PR 5902: Parse errors

Mon Mar 11 20:24:00 GMT 2002

I committed these two patches, both mainline and 3.1, on approval from
Alexandre.

-------- Original Message --------
From: Eric Blake <ebb9@email.byu.edu>
Subject: Re: PR 5902: Parse errors
To: apbianco@redhat.com
CC: java-patches@gcc.gnu.org

Alexandre Petit-Bianco wrote:
> 
> I wanted to give it a little more testing, but the patch appears to be
> malformed (first line 11, then 28... probably a paste that went
> wrong.) Could you please re-post something? Two different patches
> would be really convenient.

Here goes. I'm attaching the patches this time, instead of inlining
quoting them.
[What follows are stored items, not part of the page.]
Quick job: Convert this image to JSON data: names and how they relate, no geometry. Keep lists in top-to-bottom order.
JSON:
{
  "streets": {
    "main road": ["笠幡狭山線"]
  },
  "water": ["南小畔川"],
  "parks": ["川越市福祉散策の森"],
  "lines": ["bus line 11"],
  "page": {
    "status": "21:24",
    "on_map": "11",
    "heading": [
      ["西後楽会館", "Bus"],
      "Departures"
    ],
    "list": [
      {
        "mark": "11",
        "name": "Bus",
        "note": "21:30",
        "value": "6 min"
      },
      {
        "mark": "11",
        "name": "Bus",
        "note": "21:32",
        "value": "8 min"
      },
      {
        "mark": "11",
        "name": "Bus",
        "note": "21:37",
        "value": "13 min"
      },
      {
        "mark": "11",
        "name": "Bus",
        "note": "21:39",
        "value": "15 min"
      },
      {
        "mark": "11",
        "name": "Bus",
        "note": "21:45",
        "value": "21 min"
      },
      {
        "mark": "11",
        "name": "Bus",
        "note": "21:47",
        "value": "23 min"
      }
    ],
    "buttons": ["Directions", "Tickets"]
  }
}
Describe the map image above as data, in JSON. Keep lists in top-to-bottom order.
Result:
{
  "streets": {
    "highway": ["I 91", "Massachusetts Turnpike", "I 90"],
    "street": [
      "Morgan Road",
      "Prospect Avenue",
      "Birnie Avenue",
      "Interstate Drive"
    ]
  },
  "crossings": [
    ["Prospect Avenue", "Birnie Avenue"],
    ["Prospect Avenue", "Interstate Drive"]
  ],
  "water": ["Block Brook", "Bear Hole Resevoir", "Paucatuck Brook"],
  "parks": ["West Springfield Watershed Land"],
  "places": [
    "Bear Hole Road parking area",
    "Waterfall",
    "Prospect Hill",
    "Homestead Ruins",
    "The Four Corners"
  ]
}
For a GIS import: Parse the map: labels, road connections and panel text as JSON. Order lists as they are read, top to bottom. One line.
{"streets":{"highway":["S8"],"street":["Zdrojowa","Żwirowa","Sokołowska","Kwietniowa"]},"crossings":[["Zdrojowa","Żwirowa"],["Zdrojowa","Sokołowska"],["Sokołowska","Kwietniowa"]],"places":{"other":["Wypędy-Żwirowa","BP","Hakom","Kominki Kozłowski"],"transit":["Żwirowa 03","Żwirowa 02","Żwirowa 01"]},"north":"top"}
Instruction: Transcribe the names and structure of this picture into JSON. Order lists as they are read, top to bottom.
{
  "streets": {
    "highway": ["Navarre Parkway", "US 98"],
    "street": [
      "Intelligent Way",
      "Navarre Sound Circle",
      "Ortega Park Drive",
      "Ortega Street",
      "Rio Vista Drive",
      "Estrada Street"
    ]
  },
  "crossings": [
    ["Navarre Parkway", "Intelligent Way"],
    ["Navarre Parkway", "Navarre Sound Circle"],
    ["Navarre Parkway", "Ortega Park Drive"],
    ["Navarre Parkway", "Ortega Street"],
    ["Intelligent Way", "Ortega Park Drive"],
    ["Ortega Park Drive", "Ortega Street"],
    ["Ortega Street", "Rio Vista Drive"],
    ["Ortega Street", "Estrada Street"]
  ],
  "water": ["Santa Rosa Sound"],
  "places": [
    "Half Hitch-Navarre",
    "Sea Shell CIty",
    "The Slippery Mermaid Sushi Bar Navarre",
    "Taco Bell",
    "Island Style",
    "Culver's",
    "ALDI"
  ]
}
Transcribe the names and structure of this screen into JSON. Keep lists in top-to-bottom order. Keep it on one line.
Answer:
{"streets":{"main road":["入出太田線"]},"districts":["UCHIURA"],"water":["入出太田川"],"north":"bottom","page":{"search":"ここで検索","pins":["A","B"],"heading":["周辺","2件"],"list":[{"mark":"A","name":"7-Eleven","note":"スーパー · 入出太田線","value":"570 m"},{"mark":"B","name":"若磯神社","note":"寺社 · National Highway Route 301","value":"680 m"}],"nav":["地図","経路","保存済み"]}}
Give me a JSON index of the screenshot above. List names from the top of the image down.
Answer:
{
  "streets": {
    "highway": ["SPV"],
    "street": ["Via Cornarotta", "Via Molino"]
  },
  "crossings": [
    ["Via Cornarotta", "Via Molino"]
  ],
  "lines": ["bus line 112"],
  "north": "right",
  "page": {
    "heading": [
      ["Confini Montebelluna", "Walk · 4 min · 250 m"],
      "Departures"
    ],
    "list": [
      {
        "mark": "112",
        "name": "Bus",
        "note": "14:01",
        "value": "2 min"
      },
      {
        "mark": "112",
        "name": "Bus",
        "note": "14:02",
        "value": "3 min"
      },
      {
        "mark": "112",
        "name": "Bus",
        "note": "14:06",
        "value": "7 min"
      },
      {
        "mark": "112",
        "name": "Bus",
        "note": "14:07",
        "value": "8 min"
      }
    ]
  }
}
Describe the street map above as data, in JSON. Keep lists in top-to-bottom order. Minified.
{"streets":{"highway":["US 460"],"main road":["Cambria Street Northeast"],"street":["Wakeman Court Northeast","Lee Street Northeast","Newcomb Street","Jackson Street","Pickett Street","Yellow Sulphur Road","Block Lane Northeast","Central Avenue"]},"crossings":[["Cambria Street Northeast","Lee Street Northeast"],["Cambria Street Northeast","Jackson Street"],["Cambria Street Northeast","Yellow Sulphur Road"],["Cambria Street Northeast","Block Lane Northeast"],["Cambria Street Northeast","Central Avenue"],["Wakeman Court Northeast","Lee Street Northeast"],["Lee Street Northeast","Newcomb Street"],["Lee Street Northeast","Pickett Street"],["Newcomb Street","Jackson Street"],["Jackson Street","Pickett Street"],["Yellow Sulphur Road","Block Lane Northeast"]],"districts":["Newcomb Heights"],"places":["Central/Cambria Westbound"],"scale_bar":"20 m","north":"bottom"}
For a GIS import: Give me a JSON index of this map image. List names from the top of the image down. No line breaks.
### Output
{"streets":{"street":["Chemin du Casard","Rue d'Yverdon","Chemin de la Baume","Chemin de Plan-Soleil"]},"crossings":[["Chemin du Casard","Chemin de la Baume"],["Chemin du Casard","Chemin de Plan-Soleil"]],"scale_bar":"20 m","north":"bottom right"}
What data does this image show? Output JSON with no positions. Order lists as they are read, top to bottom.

Patch one fixed PR 5902, patch 2 is comment formatting.

2002-03-11  Eric Blake  <ebb9@email.byu.edu>

	* lex.c: Adjust comments to GNU standards.

2002-03-11  Eric Blake  <ebb9@email.byu.edu>

	Fix for PR java/5902:
	* lex.c (java_lex): Fix parsing of literals.

-- 
This signature intentionally left boring.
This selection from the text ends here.